Gates released the memo as a message to “everyone at COP30,” the United Nations’ climate conference, which began Monday; one of the gathering’s key goals is to push nations to follow through on their existing emissions commitments. Gates didn’t say they shouldn’t bother, but he did suggest that focusing heavily on near-term emissions reductions may not help—especially for poor countries—as much as other strategies.
Gates would be wrong on that front; for some small island states, which face the imminent threat of being submerged by rising seas, climate change is humanity’s demise. But by dismissing his argument, many critics ended up downplaying a different kind of truth: Making emissions reductions the core climate strategy is not serving many of the people most affected by climate change.

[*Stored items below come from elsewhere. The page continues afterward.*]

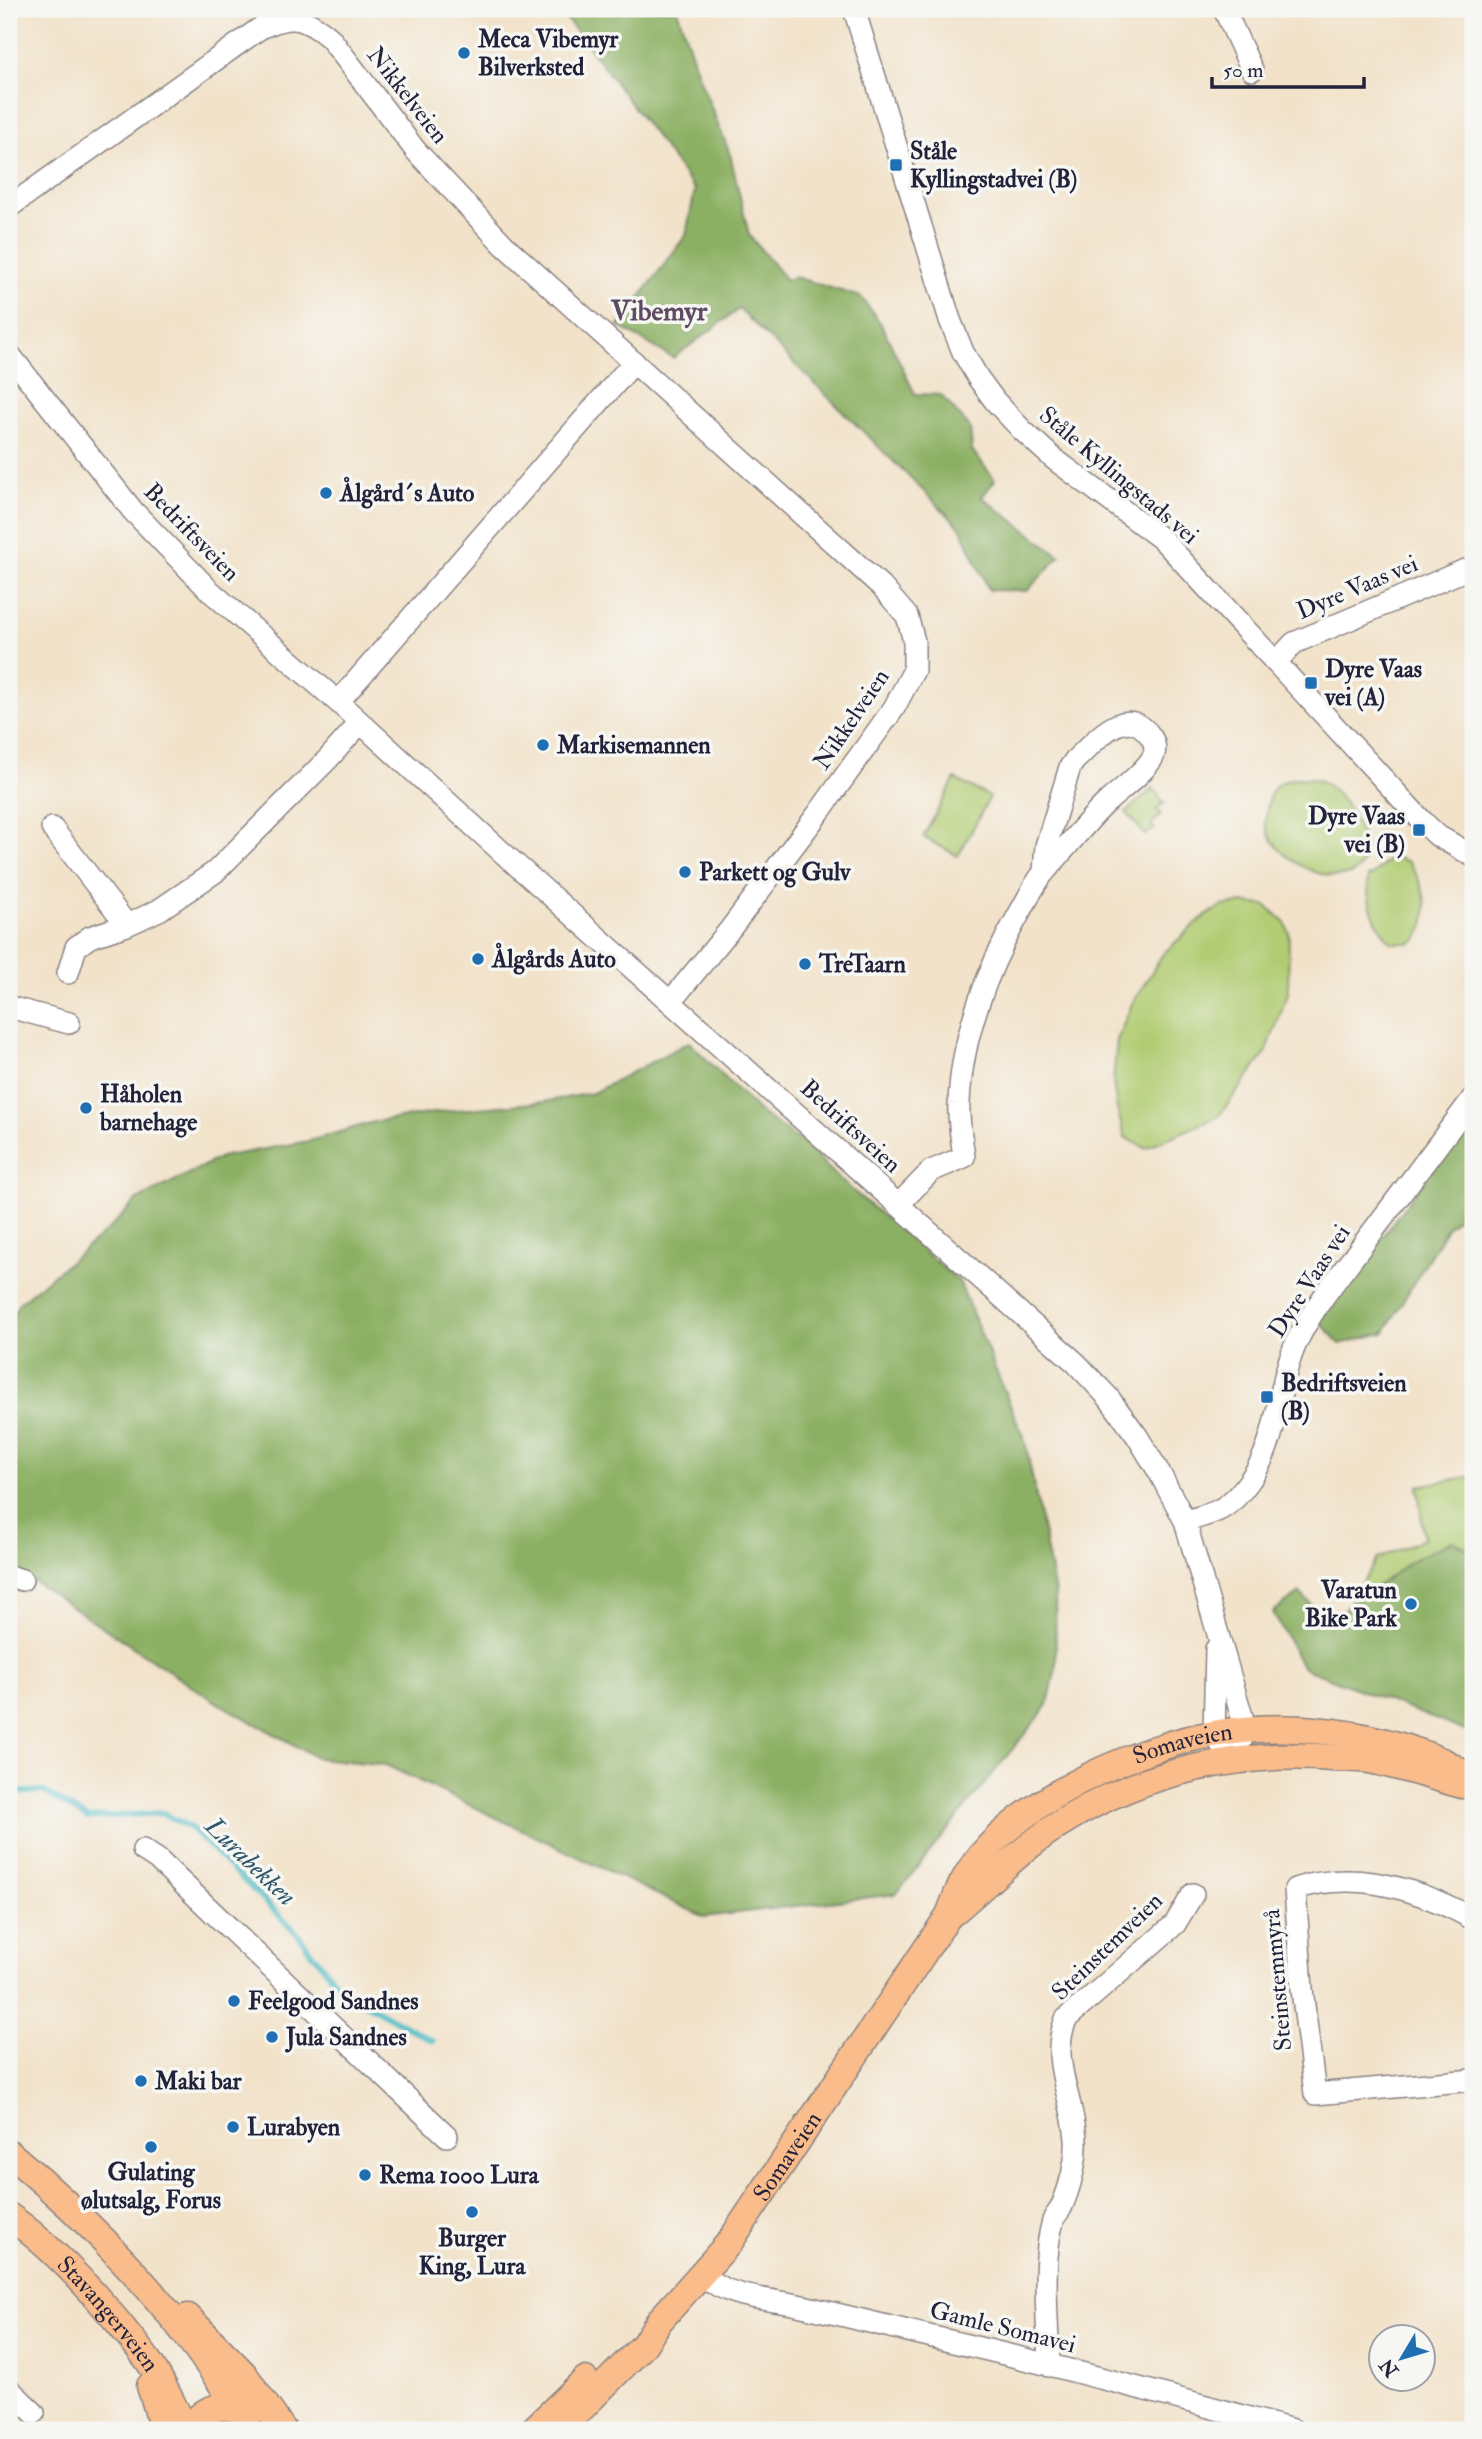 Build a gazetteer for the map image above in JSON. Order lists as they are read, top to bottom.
{
  "streets": {
    "main road": ["Somaveien", "Stavangerveien"],
    "street": [
      "Nikkelveien",
      "Ståle Kyllingstads vei",
      "Bedriftsveien",
      "Dyre Vaas vei",
      "Steinstemveien",
      "Steinstemmyrå",
      "Gamle Somavei"
    ]
  },
  "crossings": [
    ["Nikkelveien", "Bedriftsveien"],
    ["Ståle Kyllingstads vei", "Dyre Vaas vei"],
    ["Bedriftsveien", "Dyre Vaas vei"],
    ["Bedriftsveien", "Somaveien"],
    ["Somaveien", "Gamle Somavei"],
    ["Steinstemveien", "Gamle Somavei"]
  ],
  "districts": ["Vibemyr"],
  "water": ["Lurabekken"],
  "places": {
    "other": [
      "Meca Vibemyr Bilverksted",
      "Ålgård´s Auto",
      "Markisemannen",
      "Parkett og Gulv",
      "Ålgårds Auto",
      "TreTaarn",
      "Håholen barnehage",
      "Varatun Bike Park",
      "Feelgood Sandnes",
      "Jula Sandnes",
      "Maki bar",
      "Lurabyen",
      "Gulating ølutsalg, Forus",
      "Rema 1000 Lura",
      "Burger King, Lura"
    ],
    "transit": [
      "Ståle Kyllingstadvei (B)",
      "Dyre Vaas vei (A)",
      "Dyre Vaas vei (B)",
      "Bedriftsveien (B)"
    ]
  },
  "scale_bar": "50 m",
  "north": "bottom left"
}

Gates’s message is far from radical. In fact, leaders from the global South have been making a similar case for decades. Even the Association of Small Island States has argued that global climate commitments must prioritize human welfare alongside ambitious emissions reductions, especially from rich countries. Its representatives recognize that net-zero trajectories alone won’t help people survive the next storm or rebuild their home. They also need the resources—primarily the funding—to live through climate disasters and adapt to climate change’s consequences.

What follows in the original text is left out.